An emerging debate over authorizing the Bank of Japan to buy foreign-currency bonds may spur the central bank to take alternative stimulus action next week, as board members seek to forestall an option they have opposed.
Seiji Maehara, the policy chief of Japan’s ruling party, yesterday said it was “desirable” for the government and BOJ to reach a deal allowing purchases of foreign securities. A former BOJ deputy governor has advocated a 50 trillion yen ($640 billion) initiative to combat the yen’s gains through foreign-debt buying.
Governor Masaaki Shirakawa is among BOJ officials who have opposed the idea, which would challenge the bank to identify appropriate foreign assets and manage the domestic liquidity that would result. The BOJ has instead focused asset purchases on Japanese government bonds and a limited amount of other items, including real-estate investment trusts and exchange-traded funds. The BOJ next meets Aug. 8-9.
“Political calls on the BOJ to help curb the yen’s strength are gaining momentum,” said Chotaro Morita, a fixed-income strategist at Barclays Plc in Tokyo. “Should politicians’ calls for such foreign debt-buying intensify, the BOJ may be forced to seek some other monetary stimulus step as an alternative.”
With interest rates near zero, the asset-purchase program is the bank’s main policy tool for fighting deflation and stimulating the economy. Shirakawa hasn’t clearly stated his view on the effectiveness of buying foreign bonds as part of this program. Such a policy would be aimed at easing yen appreciation and currency intervention is the jurisdiction of the finance minister, Shirakawa said at a news conference on May 23.
“Leaving aside whether this policy is right or wrong, it can be done even now by using the foreign reserves special accounts,” Shirakawa said at the press conference. “Whether its right or not to implement this policy is for the government to decide.”
Takehiro Sato, a former economist at Morgan Stanley who joined the BOJ board last month, said July 24 that buying foreign bonds is one option for the central bank.
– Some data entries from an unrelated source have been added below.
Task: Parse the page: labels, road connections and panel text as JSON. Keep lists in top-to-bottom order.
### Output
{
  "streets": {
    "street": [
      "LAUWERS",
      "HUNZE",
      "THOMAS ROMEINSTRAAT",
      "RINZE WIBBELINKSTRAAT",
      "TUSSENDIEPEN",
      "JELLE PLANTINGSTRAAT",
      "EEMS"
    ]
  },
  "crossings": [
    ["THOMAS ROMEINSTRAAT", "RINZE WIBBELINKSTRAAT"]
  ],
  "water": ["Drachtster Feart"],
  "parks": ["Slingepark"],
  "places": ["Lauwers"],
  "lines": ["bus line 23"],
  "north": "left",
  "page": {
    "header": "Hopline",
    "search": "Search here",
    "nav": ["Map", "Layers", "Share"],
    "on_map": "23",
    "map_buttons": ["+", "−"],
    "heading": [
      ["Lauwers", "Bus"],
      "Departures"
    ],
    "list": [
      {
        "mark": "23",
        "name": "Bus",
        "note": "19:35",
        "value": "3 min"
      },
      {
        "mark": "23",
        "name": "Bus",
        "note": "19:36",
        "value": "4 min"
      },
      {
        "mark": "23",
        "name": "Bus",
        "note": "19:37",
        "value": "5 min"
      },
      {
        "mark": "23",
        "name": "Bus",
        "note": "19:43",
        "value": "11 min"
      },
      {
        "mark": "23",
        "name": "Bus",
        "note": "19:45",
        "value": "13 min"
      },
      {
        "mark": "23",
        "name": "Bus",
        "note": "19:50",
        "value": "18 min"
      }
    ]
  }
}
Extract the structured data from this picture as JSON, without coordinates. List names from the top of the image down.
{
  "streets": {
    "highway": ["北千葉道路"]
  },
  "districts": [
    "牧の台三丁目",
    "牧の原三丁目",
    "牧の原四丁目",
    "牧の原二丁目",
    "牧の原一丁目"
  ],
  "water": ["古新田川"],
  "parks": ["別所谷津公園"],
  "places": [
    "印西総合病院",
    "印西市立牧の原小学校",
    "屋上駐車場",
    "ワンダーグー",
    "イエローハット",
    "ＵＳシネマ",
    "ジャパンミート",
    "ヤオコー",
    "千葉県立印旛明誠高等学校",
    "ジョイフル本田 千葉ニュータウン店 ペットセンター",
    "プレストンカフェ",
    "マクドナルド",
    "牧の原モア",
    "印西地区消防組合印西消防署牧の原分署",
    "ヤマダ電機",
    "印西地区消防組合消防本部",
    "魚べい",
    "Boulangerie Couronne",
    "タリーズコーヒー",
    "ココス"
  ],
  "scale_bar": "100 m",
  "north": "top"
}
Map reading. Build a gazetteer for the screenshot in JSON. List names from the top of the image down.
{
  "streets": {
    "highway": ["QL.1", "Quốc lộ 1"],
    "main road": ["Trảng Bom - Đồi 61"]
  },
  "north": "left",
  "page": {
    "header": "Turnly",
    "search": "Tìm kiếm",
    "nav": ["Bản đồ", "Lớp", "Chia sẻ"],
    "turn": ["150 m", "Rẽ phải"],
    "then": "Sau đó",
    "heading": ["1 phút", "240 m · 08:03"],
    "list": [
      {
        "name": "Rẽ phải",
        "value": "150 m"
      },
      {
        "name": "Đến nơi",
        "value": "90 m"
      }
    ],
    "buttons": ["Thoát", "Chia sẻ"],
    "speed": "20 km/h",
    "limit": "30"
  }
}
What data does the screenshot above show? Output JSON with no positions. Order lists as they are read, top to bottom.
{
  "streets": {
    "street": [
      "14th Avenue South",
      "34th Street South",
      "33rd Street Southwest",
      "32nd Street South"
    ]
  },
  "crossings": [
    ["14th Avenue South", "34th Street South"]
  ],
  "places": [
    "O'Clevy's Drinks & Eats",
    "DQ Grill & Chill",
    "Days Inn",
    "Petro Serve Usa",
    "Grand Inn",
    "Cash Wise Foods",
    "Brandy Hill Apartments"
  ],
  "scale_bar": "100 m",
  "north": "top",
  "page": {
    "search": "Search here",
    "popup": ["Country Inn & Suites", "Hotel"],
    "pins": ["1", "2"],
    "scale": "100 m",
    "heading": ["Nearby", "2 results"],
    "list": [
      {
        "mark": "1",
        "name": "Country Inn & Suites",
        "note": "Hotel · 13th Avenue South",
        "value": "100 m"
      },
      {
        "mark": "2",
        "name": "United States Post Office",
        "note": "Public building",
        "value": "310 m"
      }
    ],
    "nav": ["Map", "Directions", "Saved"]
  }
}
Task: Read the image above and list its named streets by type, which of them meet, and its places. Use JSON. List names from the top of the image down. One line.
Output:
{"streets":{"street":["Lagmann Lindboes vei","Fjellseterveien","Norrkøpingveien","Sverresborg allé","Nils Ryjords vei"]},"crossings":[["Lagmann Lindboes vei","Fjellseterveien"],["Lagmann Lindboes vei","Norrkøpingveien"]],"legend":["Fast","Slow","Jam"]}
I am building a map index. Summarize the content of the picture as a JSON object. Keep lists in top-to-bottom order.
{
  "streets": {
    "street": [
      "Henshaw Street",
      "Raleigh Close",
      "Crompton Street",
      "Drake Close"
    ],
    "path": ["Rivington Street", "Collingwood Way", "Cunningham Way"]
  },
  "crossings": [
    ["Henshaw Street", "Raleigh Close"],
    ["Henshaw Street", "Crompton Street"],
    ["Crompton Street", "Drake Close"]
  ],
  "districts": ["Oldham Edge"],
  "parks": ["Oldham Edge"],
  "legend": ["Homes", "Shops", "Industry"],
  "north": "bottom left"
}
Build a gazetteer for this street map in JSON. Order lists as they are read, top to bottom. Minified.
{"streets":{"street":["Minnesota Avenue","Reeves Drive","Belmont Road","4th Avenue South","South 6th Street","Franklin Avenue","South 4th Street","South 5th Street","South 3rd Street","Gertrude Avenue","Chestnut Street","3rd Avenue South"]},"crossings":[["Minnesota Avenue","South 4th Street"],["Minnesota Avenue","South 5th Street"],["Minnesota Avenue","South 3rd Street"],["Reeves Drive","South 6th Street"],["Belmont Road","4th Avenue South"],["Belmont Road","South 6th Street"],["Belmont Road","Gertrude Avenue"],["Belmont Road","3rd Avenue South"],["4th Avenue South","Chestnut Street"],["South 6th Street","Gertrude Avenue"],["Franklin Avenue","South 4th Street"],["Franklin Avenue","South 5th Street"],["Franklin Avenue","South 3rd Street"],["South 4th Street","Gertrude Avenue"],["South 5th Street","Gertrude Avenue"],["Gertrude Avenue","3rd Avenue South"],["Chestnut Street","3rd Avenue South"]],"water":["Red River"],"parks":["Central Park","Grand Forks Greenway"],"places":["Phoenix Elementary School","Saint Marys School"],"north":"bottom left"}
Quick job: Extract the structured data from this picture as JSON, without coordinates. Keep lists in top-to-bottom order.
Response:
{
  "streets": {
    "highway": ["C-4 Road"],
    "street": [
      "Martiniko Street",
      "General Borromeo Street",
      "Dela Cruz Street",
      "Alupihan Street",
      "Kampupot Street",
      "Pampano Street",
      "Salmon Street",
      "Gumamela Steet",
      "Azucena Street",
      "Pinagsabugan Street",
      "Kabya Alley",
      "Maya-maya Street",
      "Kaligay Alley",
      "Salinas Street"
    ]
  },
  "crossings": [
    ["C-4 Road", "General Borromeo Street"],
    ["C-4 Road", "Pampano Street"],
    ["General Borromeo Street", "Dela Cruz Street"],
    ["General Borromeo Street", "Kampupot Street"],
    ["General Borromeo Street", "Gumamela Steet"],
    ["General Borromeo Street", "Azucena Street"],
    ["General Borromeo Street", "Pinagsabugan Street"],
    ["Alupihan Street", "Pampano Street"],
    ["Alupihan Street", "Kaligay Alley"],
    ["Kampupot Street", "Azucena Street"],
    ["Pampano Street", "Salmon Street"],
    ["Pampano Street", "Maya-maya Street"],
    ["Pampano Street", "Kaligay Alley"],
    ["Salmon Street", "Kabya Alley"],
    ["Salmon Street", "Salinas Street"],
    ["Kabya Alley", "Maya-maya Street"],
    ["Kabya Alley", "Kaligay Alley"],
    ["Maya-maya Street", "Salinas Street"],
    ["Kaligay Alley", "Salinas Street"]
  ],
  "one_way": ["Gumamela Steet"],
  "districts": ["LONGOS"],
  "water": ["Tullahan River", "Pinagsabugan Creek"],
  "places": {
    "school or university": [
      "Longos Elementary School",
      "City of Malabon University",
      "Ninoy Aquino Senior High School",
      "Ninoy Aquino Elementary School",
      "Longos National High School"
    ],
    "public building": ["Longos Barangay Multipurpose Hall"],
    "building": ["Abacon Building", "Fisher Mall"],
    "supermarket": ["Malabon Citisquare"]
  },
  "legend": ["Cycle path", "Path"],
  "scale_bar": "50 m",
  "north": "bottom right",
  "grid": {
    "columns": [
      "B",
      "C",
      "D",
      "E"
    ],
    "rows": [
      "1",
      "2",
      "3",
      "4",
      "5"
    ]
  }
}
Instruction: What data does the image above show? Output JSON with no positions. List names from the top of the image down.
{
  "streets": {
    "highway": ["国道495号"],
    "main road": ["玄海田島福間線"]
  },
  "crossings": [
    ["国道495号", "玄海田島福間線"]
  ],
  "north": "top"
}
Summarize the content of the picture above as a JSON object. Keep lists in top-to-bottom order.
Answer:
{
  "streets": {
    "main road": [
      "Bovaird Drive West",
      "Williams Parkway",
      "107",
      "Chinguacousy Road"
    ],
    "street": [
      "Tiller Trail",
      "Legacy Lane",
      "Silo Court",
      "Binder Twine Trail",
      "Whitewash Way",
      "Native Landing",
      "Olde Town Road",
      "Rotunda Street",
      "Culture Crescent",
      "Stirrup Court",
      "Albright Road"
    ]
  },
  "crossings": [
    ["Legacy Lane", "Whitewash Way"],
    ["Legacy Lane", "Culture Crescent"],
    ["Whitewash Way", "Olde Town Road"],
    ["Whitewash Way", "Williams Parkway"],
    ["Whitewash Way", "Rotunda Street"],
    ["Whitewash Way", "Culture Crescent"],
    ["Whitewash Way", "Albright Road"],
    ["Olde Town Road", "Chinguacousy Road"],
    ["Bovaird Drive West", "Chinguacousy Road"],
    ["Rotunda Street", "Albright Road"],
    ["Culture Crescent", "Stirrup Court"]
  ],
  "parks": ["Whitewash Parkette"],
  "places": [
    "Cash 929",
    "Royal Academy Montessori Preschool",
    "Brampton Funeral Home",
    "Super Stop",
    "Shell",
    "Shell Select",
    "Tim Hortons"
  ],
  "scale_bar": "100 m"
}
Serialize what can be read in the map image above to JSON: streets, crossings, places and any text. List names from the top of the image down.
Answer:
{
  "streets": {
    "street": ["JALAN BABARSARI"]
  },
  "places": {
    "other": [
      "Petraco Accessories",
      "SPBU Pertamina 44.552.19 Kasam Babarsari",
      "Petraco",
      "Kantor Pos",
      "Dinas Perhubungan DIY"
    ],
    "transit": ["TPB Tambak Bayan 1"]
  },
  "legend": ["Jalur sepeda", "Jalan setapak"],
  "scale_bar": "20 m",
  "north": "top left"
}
Takahide Kiuchi, a fellow newcomer to the board, said the same day that the bank may need to consider “new forms of monetary easing.”
Finance Minister Jun Azumi said in parliament this week that currency intervention should be handled exclusively by the minister and it was inappropriate for the bank to engage in intervention-style bond buying.
“It probably won’t be easy to push through the idea, it needs negotiation and adjustments with the MOF,” said Kohei Okazaki, an economist at Nomura Securities Co. in Tokyo. “It will be difficult for the BOJ to buy the considerable amount of foreign bonds that would provide an impact similar to a currency intervention to weaken the yen.”
The BOJ gathering is one of several central bank meetings in Asia next week, with Indonesia, South Korea and Australia also set to decide on interest rates. Economic data from the region have added to evidence of a slowdown, with an official report today showing that China’s services industry expanded at a slower pace in July.
Services purchasing manager indexes are also scheduled to be released for European nations and the U.S. The European Union’s statistics office may say retail sales fell in June, economists surveyed by Bloomberg predict.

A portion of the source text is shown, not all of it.